▶ **YOUR OBJECTIVE**: Print the listing once more, exactly as it stands.

▶ **RECORDS SUPPLIED**:
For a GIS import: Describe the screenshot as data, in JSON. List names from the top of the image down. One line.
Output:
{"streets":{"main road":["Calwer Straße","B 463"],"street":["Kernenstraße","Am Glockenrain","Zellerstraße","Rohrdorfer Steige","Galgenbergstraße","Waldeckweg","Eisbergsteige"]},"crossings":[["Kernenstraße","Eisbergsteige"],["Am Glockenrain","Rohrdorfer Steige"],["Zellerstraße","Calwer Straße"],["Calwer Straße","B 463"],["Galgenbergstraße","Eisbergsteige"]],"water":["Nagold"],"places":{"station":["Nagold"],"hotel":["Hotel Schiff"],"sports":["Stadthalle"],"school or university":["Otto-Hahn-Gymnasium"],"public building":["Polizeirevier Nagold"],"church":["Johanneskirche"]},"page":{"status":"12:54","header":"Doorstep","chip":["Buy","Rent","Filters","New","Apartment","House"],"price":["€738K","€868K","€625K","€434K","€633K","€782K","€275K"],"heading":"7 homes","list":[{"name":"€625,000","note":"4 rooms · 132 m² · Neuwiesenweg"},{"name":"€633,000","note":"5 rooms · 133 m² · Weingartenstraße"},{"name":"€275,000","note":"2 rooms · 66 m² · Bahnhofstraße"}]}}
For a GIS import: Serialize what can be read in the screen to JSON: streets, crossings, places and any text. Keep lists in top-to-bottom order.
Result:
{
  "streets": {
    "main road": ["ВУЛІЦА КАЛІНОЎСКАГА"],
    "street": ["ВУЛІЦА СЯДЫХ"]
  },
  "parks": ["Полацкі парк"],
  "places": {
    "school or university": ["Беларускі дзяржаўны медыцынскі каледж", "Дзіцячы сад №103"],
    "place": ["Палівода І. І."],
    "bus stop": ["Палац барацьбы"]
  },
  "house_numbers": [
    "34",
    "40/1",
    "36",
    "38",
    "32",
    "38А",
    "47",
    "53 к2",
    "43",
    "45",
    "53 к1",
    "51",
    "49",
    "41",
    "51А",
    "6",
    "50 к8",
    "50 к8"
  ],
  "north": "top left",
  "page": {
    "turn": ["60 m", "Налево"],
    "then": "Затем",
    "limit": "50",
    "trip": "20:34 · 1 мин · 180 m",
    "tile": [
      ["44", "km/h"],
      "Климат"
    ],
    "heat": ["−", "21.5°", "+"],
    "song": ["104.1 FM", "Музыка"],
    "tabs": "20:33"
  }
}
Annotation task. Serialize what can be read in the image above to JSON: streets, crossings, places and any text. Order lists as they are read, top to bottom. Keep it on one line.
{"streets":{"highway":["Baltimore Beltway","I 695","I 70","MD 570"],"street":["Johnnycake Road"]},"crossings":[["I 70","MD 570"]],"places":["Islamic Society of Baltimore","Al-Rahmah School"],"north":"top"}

▶ **SOLUTION FOR THIS EXERCISE**:
For a GIS import: Describe the screenshot as data, in JSON. List names from the top of the image down. One line.
Output:
{"streets":{"main road":["Calwer Straße","B 463"],"street":["Kernenstraße","Am Glockenrain","Zellerstraße","Rohrdorfer Steige","Galgenbergstraße","Waldeckweg","Eisbergsteige"]},"crossings":[["Kernenstraße","Eisbergsteige"],["Am Glockenrain","Rohrdorfer Steige"],["Zellerstraße","Calwer Straße"],["Calwer Straße","B 463"],["Galgenbergstraße","Eisbergsteige"]],"water":["Nagold"],"places":{"station":["Nagold"],"hotel":["Hotel Schiff"],"sports":["Stadthalle"],"school or university":["Otto-Hahn-Gymnasium"],"public building":["Polizeirevier Nagold"],"church":["Johanneskirche"]},"page":{"status":"12:54","header":"Doorstep","chip":["Buy","Rent","Filters","New","Apartment","House"],"price":["€738K","€868K","€625K","€434K","€633K","€782K","€275K"],"heading":"7 homes","list":[{"name":"€625,000","note":"4 rooms · 132 m² · Neuwiesenweg"},{"name":"€633,000","note":"5 rooms · 133 m² · Weingartenstraße"},{"name":"€275,000","note":"2 rooms · 66 m² · Bahnhofstraße"}]}}
For a GIS import: Serialize what can be read in the screen to JSON: streets, crossings, places and any text. Keep lists in top-to-bottom order.
Result:
{
  "streets": {
    "main road": ["ВУЛІЦА КАЛІНОЎСКАГА"],
    "street": ["ВУЛІЦА СЯДЫХ"]
  },
  "parks": ["Полацкі парк"],
  "places": {
    "school or university": ["Беларускі дзяржаўны медыцынскі каледж", "Дзіцячы сад №103"],
    "place": ["Палівода І. І."],
    "bus stop": ["Палац барацьбы"]
  },
  "house_numbers": [
    "34",
    "40/1",
    "36",
    "38",
    "32",
    "38А",
    "47",
    "53 к2",
    "43",
    "45",
    "53 к1",
    "51",
    "49",
    "41",
    "51А",
    "6",
    "50 к8",
    "50 к8"
  ],
  "north": "top left",
  "page": {
    "turn": ["60 m", "Налево"],
    "then": "Затем",
    "limit": "50",
    "trip": "20:34 · 1 мин · 180 m",
    "tile": [
      ["44", "km/h"],
      "Климат"
    ],
    "heat": ["−", "21.5°", "+"],
    "song": ["104.1 FM", "Музыка"],
    "tabs": "20:33"
  }
}
Annotation task. Serialize what can be read in the image above to JSON: streets, crossings, places and any text. Order lists as they are read, top to bottom. Keep it on one line.
{"streets":{"highway":["Baltimore Beltway","I 695","I 70","MD 570"],"street":["Johnnycake Road"]},"crossings":[["I 70","MD 570"]],"places":["Islamic Society of Baltimore","Al-Rahmah School"],"north":"top"}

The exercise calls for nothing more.